**EXERCISE GOAL**
Keeping every word intact, reproduce all of the records.

+ + + + + + +

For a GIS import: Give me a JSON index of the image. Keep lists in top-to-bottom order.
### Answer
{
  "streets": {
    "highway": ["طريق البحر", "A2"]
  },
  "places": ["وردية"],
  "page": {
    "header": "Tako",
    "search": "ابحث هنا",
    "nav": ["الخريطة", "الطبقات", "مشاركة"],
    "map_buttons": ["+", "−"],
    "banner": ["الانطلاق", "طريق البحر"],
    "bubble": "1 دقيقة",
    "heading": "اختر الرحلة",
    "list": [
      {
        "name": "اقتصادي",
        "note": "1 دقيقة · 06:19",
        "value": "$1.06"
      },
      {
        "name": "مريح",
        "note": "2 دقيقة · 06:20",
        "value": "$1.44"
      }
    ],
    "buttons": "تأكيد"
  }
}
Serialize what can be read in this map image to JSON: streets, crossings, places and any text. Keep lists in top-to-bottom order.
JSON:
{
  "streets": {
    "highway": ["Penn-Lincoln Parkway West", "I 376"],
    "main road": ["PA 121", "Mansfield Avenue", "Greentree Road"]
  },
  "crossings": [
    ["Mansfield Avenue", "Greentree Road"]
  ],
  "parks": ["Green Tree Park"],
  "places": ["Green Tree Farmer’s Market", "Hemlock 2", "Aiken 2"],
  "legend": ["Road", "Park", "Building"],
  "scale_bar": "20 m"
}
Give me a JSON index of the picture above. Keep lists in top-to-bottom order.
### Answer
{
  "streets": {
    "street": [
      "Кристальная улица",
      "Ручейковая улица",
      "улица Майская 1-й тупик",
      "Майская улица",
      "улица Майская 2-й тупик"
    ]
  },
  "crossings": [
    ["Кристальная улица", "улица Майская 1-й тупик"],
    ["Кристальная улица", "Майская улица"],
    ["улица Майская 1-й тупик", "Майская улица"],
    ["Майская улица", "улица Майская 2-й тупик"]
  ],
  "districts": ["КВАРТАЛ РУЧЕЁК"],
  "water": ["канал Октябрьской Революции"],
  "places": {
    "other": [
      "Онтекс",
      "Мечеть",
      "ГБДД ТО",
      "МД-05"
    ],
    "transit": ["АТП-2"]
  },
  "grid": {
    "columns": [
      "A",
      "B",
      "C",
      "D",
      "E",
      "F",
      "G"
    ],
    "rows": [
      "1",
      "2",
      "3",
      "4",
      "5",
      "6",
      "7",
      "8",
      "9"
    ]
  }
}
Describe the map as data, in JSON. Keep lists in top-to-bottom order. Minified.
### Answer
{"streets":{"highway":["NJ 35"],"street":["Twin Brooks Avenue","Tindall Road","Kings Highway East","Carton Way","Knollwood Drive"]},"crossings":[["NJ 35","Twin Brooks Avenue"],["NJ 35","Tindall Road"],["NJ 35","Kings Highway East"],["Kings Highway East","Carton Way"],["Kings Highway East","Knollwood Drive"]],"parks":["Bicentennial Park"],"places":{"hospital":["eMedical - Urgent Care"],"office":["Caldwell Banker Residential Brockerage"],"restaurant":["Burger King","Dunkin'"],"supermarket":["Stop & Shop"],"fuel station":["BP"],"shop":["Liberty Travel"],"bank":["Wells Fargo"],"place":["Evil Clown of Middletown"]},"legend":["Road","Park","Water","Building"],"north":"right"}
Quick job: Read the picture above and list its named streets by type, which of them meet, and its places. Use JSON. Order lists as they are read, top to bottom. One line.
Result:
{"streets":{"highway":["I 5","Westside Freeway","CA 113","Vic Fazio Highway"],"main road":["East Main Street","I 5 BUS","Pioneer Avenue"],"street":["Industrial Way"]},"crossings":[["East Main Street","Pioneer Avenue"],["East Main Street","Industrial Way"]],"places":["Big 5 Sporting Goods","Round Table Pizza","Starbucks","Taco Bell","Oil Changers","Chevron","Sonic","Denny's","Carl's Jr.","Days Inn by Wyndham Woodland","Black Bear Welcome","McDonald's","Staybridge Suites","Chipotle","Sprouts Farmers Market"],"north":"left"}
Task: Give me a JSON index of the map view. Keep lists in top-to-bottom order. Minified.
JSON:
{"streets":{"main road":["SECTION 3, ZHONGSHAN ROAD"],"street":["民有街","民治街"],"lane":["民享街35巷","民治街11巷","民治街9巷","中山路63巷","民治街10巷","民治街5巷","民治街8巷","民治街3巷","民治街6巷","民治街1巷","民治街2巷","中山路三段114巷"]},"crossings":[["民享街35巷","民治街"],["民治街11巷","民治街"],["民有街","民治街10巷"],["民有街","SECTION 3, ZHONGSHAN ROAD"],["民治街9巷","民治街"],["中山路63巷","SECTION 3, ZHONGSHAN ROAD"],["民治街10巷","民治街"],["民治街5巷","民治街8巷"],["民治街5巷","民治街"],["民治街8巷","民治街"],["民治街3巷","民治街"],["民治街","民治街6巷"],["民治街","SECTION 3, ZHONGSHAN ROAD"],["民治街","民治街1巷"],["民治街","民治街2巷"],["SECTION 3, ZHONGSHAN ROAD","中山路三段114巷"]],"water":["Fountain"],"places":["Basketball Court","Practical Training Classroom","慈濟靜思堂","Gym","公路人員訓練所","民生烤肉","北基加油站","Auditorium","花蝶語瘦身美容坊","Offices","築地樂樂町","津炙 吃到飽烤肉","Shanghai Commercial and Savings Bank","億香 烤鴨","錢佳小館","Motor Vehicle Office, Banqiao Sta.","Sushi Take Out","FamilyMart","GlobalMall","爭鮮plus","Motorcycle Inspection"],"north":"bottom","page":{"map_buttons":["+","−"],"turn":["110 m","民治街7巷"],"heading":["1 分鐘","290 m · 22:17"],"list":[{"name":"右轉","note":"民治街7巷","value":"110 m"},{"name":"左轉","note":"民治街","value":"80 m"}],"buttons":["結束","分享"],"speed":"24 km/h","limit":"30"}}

+ + + + + + +

**RESULT BELOW**
For a GIS import: Give me a JSON index of the image. Keep lists in top-to-bottom order.
### Answer
{
  "streets": {
    "highway": ["طريق البحر", "A2"]
  },
  "places": ["وردية"],
  "page": {
    "header": "Tako",
    "search": "ابحث هنا",
    "nav": ["الخريطة", "الطبقات", "مشاركة"],
    "map_buttons": ["+", "−"],
    "banner": ["الانطلاق", "طريق البحر"],
    "bubble": "1 دقيقة",
    "heading": "اختر الرحلة",
    "list": [
      {
        "name": "اقتصادي",
        "note": "1 دقيقة · 06:19",
        "value": "$1.06"
      },
      {
        "name": "مريح",
        "note": "2 دقيقة · 06:20",
        "value": "$1.44"
      }
    ],
    "buttons": "تأكيد"
  }
}
Serialize what can be read in this map image to JSON: streets, crossings, places and any text. Keep lists in top-to-bottom order.
JSON:
{
  "streets": {
    "highway": ["Penn-Lincoln Parkway West", "I 376"],
    "main road": ["PA 121", "Mansfield Avenue", "Greentree Road"]
  },
  "crossings": [
    ["Mansfield Avenue", "Greentree Road"]
  ],
  "parks": ["Green Tree Park"],
  "places": ["Green Tree Farmer’s Market", "Hemlock 2", "Aiken 2"],
  "legend": ["Road", "Park", "Building"],
  "scale_bar": "20 m"
}
Give me a JSON index of the picture above. Keep lists in top-to-bottom order.
### Answer
{
  "streets": {
    "street": [
      "Кристальная улица",
      "Ручейковая улица",
      "улица Майская 1-й тупик",
      "Майская улица",
      "улица Майская 2-й тупик"
    ]
  },
  "crossings": [
    ["Кристальная улица", "улица Майская 1-й тупик"],
    ["Кристальная улица", "Майская улица"],
    ["улица Майская 1-й тупик", "Майская улица"],
    ["Майская улица", "улица Майская 2-й тупик"]
  ],
  "districts": ["КВАРТАЛ РУЧЕЁК"],
  "water": ["канал Октябрьской Революции"],
  "places": {
    "other": [
      "Онтекс",
      "Мечеть",
      "ГБДД ТО",
      "МД-05"
    ],
    "transit": ["АТП-2"]
  },
  "grid": {
    "columns": [
      "A",
      "B",
      "C",
      "D",
      "E",
      "F",
      "G"
    ],
    "rows": [
      "1",
      "2",
      "3",
      "4",
      "5",
      "6",
      "7",
      "8",
      "9"
    ]
  }
}
Describe the map as data, in JSON. Keep lists in top-to-bottom order. Minified.
### Answer
{"streets":{"highway":["NJ 35"],"street":["Twin Brooks Avenue","Tindall Road","Kings Highway East","Carton Way","Knollwood Drive"]},"crossings":[["NJ 35","Twin Brooks Avenue"],["NJ 35","Tindall Road"],["NJ 35","Kings Highway East"],["Kings Highway East","Carton Way"],["Kings Highway East","Knollwood Drive"]],"parks":["Bicentennial Park"],"places":{"hospital":["eMedical - Urgent Care"],"office":["Caldwell Banker Residential Brockerage"],"restaurant":["Burger King","Dunkin'"],"supermarket":["Stop & Shop"],"fuel station":["BP"],"shop":["Liberty Travel"],"bank":["Wells Fargo"],"place":["Evil Clown of Middletown"]},"legend":["Road","Park","Water","Building"],"north":"right"}
Quick job: Read the picture above and list its named streets by type, which of them meet, and its places. Use JSON. Order lists as they are read, top to bottom. One line.
Result:
{"streets":{"highway":["I 5","Westside Freeway","CA 113","Vic Fazio Highway"],"main road":["East Main Street","I 5 BUS","Pioneer Avenue"],"street":["Industrial Way"]},"crossings":[["East Main Street","Pioneer Avenue"],["East Main Street","Industrial Way"]],"places":["Big 5 Sporting Goods","Round Table Pizza","Starbucks","Taco Bell","Oil Changers","Chevron","Sonic","Denny's","Carl's Jr.","Days Inn by Wyndham Woodland","Black Bear Welcome","McDonald's","Staybridge Suites","Chipotle","Sprouts Farmers Market"],"north":"left"}
Task: Give me a JSON index of the map view. Keep lists in top-to-bottom order. Minified.
JSON:
{"streets":{"main road":["SECTION 3, ZHONGSHAN ROAD"],"street":["民有街","民治街"],"lane":["民享街35巷","民治街11巷","民治街9巷","中山路63巷","民治街10巷","民治街5巷","民治街8巷","民治街3巷","民治街6巷","民治街1巷","民治街2巷","中山路三段114巷"]},"crossings":[["民享街35巷","民治街"],["民治街11巷","民治街"],["民有街","民治街10巷"],["民有街","SECTION 3, ZHONGSHAN ROAD"],["民治街9巷","民治街"],["中山路63巷","SECTION 3, ZHONGSHAN ROAD"],["民治街10巷","民治街"],["民治街5巷","民治街8巷"],["民治街5巷","民治街"],["民治街8巷","民治街"],["民治街3巷","民治街"],["民治街","民治街6巷"],["民治街","SECTION 3, ZHONGSHAN ROAD"],["民治街","民治街1巷"],["民治街","民治街2巷"],["SECTION 3, ZHONGSHAN ROAD","中山路三段114巷"]],"water":["Fountain"],"places":["Basketball Court","Practical Training Classroom","慈濟靜思堂","Gym","公路人員訓練所","民生烤肉","北基加油站","Auditorium","花蝶語瘦身美容坊","Offices","築地樂樂町","津炙 吃到飽烤肉","Shanghai Commercial and Savings Bank","億香 烤鴨","錢佳小館","Motor Vehicle Office, Banqiao Sta.","Sushi Take Out","FamilyMart","GlobalMall","爭鮮plus","Motorcycle Inspection"],"north":"bottom","page":{"map_buttons":["+","−"],"turn":["110 m","民治街7巷"],"heading":["1 分鐘","290 m · 22:17"],"list":[{"name":"右轉","note":"民治街7巷","value":"110 m"},{"name":"左轉","note":"民治街","value":"80 m"}],"buttons":["結束","分享"],"speed":"24 km/h","limit":"30"}}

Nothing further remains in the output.